How? By incentivizing them with rewards and/or gamifying the process. E.g. whoever shares your company content the most within a given month, wins some tickets to an awesome event! You can use a platform like Gaggleamp to make this easy, help track it all and get your staff actively and willingly helping your cause.
Anita Campbell
Anita Campbell, CEO of Small Business Trends
Once a month boost one of your Facebook updates to your existing audience and perhaps others similar to your fans, for $30. This increases engagement on your page, and in turn, tends to increase your organic reach. So look on boosting as a step to jump start organic activity. Most small businesses can afford $30 a month.
Do a Facebook Live event now and then. It boosts organic engagement. Sometimes people come up dry trying to think of what kind of Live event to do. My advice is: don’t overthink your Facebook Live event. Start with you in front of the camera delivering a simple message to your clients and fans. Wish them a relaxing and pleasant holiday season. Or thank your clients and fans for their support and tell them how much you appreciate them.
Erin Cell
CEO & Founder, Socially Powered
#1 Go Live – Pick your favorite platform & go live! Be as consistent as possible. Try weekly or every other week to start & increase as it fits into your schedule.
#2 Engage with Your Followers – If you are live ask questions, call out people who are watching live, have them submit questions live & you will answer them. Social media is about connecting with your audience. So make that connection.

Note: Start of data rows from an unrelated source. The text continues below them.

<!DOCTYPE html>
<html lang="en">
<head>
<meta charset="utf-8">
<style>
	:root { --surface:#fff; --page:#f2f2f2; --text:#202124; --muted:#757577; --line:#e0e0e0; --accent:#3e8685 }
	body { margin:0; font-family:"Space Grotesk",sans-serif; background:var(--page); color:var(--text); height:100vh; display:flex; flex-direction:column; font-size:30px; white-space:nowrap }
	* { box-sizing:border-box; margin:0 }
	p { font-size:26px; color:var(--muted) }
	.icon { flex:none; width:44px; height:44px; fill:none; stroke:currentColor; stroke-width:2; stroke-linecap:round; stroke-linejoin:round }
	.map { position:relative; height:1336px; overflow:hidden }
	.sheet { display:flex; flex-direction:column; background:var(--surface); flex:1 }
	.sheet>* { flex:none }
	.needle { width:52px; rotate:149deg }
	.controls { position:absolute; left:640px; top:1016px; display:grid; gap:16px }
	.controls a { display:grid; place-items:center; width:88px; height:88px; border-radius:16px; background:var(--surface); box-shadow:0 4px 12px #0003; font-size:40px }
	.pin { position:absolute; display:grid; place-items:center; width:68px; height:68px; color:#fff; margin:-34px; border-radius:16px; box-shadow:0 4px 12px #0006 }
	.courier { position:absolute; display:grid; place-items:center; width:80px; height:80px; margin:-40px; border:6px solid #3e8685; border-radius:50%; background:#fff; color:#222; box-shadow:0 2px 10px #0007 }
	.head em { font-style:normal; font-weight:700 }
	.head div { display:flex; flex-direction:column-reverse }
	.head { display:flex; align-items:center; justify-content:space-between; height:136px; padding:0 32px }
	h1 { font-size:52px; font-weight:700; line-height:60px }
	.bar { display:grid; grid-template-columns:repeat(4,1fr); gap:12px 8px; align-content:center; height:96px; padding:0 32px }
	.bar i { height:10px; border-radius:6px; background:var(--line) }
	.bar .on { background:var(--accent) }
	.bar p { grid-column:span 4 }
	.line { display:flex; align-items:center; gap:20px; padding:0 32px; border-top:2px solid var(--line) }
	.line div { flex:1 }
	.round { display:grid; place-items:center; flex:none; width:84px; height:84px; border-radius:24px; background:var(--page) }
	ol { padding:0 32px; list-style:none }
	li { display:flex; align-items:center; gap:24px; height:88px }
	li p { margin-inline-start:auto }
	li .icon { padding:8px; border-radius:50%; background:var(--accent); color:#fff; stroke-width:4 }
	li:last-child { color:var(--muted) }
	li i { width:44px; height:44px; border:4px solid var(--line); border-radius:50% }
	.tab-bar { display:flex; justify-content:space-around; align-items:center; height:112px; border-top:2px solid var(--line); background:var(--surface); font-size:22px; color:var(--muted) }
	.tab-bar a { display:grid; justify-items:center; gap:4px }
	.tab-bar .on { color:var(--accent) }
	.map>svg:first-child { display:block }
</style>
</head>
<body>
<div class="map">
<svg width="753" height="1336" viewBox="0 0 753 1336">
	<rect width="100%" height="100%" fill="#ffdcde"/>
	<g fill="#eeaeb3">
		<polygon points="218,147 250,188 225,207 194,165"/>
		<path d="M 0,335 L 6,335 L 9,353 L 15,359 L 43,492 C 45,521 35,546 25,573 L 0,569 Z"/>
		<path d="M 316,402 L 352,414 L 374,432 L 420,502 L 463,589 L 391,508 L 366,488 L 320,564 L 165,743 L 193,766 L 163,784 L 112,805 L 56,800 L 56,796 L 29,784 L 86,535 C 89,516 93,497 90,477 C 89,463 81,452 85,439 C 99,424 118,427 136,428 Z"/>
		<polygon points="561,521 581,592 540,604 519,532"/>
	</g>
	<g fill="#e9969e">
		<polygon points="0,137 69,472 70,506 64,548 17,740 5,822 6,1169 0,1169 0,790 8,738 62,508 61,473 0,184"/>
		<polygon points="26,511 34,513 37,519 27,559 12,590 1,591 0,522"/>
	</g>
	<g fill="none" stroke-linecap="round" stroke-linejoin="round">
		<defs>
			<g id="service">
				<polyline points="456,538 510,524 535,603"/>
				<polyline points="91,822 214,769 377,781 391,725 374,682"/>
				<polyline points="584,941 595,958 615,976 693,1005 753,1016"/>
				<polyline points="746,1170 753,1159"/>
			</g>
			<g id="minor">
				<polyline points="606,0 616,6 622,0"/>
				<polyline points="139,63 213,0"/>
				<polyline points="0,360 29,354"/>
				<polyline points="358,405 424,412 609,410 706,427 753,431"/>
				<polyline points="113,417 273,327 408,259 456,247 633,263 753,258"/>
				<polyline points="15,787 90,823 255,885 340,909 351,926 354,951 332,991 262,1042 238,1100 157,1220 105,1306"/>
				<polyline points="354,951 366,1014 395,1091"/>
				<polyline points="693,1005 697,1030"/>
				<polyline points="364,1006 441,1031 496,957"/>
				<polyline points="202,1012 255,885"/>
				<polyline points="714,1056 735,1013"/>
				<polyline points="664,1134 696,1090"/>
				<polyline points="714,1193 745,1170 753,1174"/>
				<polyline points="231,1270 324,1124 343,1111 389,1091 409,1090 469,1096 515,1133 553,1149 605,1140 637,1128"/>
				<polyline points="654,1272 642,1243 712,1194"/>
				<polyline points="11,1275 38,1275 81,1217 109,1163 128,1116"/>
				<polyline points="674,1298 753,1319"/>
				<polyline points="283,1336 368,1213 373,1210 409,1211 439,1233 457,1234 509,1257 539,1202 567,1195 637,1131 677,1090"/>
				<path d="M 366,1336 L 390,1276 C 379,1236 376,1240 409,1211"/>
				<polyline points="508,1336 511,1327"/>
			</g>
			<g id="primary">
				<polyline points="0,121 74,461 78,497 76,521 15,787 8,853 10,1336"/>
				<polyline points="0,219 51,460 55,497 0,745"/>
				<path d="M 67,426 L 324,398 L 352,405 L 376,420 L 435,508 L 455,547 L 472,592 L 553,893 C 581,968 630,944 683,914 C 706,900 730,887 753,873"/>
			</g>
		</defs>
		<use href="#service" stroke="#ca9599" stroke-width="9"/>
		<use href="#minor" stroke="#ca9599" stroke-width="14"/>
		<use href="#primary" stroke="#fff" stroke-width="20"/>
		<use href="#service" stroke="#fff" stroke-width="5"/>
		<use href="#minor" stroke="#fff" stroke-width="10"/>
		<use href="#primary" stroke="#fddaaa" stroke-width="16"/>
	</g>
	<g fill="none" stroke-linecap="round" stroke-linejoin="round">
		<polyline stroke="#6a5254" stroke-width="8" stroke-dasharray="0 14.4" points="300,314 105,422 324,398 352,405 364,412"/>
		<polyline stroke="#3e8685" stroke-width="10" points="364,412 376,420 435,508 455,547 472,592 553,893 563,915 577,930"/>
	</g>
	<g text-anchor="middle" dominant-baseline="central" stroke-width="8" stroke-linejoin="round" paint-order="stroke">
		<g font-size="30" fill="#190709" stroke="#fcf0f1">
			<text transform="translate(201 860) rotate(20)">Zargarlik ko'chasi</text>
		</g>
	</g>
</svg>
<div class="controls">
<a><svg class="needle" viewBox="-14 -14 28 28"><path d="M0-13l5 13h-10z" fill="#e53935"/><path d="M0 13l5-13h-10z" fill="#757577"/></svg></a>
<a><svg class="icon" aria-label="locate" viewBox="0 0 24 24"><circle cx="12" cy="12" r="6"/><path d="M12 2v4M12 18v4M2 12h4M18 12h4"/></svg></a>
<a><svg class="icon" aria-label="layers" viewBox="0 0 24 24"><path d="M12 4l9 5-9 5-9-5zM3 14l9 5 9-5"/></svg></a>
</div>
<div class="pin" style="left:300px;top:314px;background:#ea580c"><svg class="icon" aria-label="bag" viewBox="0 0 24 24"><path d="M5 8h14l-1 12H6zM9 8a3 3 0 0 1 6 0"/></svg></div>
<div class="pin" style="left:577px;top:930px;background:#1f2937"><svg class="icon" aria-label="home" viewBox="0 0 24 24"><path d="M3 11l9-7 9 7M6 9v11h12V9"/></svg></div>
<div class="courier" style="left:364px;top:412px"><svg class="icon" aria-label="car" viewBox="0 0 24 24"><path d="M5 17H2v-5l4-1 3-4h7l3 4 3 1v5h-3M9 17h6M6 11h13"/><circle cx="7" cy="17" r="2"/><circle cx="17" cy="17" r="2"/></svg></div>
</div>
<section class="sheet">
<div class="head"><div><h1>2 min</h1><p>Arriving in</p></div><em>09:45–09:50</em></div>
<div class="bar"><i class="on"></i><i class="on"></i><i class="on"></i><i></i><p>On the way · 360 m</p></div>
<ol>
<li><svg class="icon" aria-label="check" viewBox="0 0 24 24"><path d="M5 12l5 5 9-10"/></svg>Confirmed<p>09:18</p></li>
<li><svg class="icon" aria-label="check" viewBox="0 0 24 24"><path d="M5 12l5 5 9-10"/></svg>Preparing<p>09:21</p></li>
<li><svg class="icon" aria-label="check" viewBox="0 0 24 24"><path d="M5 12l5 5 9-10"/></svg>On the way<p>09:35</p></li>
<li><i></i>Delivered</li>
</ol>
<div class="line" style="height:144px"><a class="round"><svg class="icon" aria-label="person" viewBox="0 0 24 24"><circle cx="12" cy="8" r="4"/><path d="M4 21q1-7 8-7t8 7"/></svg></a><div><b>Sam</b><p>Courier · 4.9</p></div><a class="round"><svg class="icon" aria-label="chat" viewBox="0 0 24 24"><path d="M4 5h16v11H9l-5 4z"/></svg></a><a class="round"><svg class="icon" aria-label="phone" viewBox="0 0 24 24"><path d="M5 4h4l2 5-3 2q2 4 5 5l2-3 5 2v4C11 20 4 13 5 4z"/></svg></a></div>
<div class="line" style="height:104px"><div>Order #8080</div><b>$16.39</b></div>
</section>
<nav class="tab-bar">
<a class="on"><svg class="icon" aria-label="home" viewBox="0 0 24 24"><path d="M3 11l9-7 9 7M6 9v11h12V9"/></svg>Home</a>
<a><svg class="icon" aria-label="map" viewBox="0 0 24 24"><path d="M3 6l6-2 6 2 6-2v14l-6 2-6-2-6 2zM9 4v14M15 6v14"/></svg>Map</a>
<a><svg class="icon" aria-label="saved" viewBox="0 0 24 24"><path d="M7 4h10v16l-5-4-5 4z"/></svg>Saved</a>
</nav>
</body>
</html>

The quickest and easiest way to make & build your relationships online is the face-to-face you get from going live. If you can’t be there in-person to shake their hand or give them a hug you can do so virtually via live video.
Keep in mind, LIVE is different than pre-recorded video which can be edited to perfection. You can’t edit live – so it’s the real you & people watch because you just never know what will happen on live video.
Stefan Des
CEO at LeadsBridge
1) My first tip would be to set the correct call to action on the Facebook page. Using the proper call to action on your page will be a great way to drive your audience on the correct step that you want them to make, such as book your service, request more information or show directly your website.
2) My second tip is to Leverage Facebook’s targeting tools.
Knowing your audience is the key to success for every business. With Facebook it is possible to target your audiences by its gender, relationship or educational status, age, location, language, or interests.You can segment individual page posts by following these criteria. This little details can address your message to your audience with the minimum effort.